Francesca Melandri - Eva schläft

Dieser in Südtirol spielende und mehr als sieben Jahrzehnte (oder drei Generationen) umfassende Roman setzt mit einem kurzen Prolog ein.

In diesem wird ein braunes Päckchen für die sechzehnjährige Eva bei ihr zu Hause abgegeben. Ihre Mutter Gerda nimmt es nicht an, sie meint zu wissen, dass Eva, die schläft, als der Postbote kommt, es nicht haben möchte.

 

Dieses Päckchen, das eine Kassette enthält, die von Vito besprochen wurde, erreicht Eva über zwanzig Jahr später, ganz am Ende des Buches. Es wird ihr überreicht, als sie Vito in Süditalien, in Reggio Calabria, also buchstäblich am letzten Zipfel des langgestreckten Landes, besucht.

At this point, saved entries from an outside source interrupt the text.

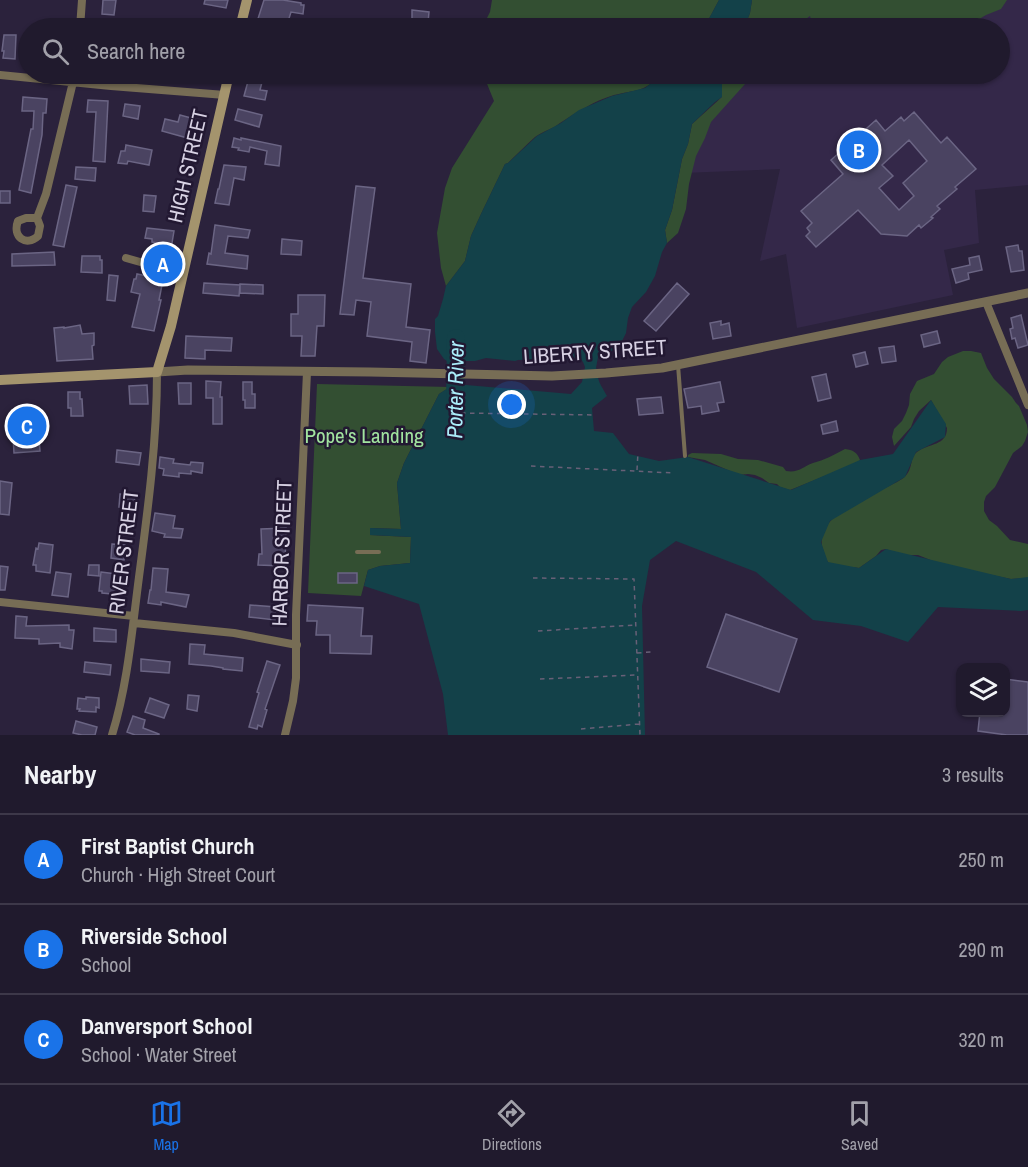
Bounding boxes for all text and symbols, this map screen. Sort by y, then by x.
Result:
search box [18,18,1010,84]
icon: search [39,35,72,68]
text: Search here [87,36,185,66]
street label: HIGH STREET [160,106,215,226]
pin: B [840,128,878,172]
pin: A [144,242,182,286]
street label: LIBERTY STREET [522,332,668,371]
water label: Porter River [439,340,471,439]
your location [497,390,526,419]
pin: C [8,404,46,448]
park label: Pope's Landing [304,421,424,450]
street label: HARBOR STREET [264,479,299,627]
street label: RIVER STREET [101,487,146,616]
map controls [956,663,1010,717]
button: layers [956,663,1010,717]
text: Nearby [24,757,96,792]
text: 3 results [942,761,1004,788]
text: First Baptist Church [81,831,254,861]
text: A [38,846,49,873]
text: 250 m [958,846,1004,873]
text: Church · High Street Court [81,861,275,888]
text: Riverside School [81,921,227,951]
text: B [38,936,49,963]
text: 290 m [958,936,1004,963]
text: School [81,951,131,978]
text: Danversport School [81,1011,252,1041]
text: C [38,1026,49,1053]
text: 320 m [958,1026,1004,1053]
text: School · Water Street [81,1041,236,1068]
tab: Map [150,1097,183,1155]
tab: Directions [482,1097,542,1155]
tab: Saved [841,1097,878,1155]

Vito liegt im Sterben, er möchte Eva noch einmal sehen.

 

Die langen Stunden der Bahnfahrt von Bozen aus sind eine Zeit des Eintauchens in die Vergangenheit - der eigenen, der ihrer Mutter und Vitos und ganz tief auch in die Geschichte Südtirols.

 

Die 1964 geborene Autorin lebte über fünfzehn Jahre in diesem wunderschönen Landstrich, der für viele Menschen gleichbedeutend mit Urlaub ist. Egal, ob zum Wandern im Sommer oder Herbst, zum Skilaufen im Winter, wegen des frühen Frühlings in den südwärts gewandten Tälern, wegen den vielfältigen Museen, den prächtigen Hotels, der erlesenen Küche: die Aufzählung könnte fortgesetzt werden.

 

Kaum jemand verbindet mit dem Begriff "Südtirol" die

Worte Armut, Unterdrückung, Terrorismus.

Doch eine sehr lange Zeit war dieses Land genau davon geprägt. Von ihnen berichtet Melandri in Evas Geschichte, die in etwa das Alter ihrer Schöpferin hat.

 

Gerda (Evas Mutter) wird kurz nach Ende des Zweiten Weltkrieges in einer Kleinstadt in der Nähe Bozens geboren. Ihre Eltern Hermann und Johanna Huber gehören zu den "Rücksiedlern". Sie waren dem Ruf der deutschen Faschisten "Heim ins Reich" gefolgt und hatten für das Versprechen eines schönen Hofes auf deutschem Boden ihr Land in Südtirol verlassen.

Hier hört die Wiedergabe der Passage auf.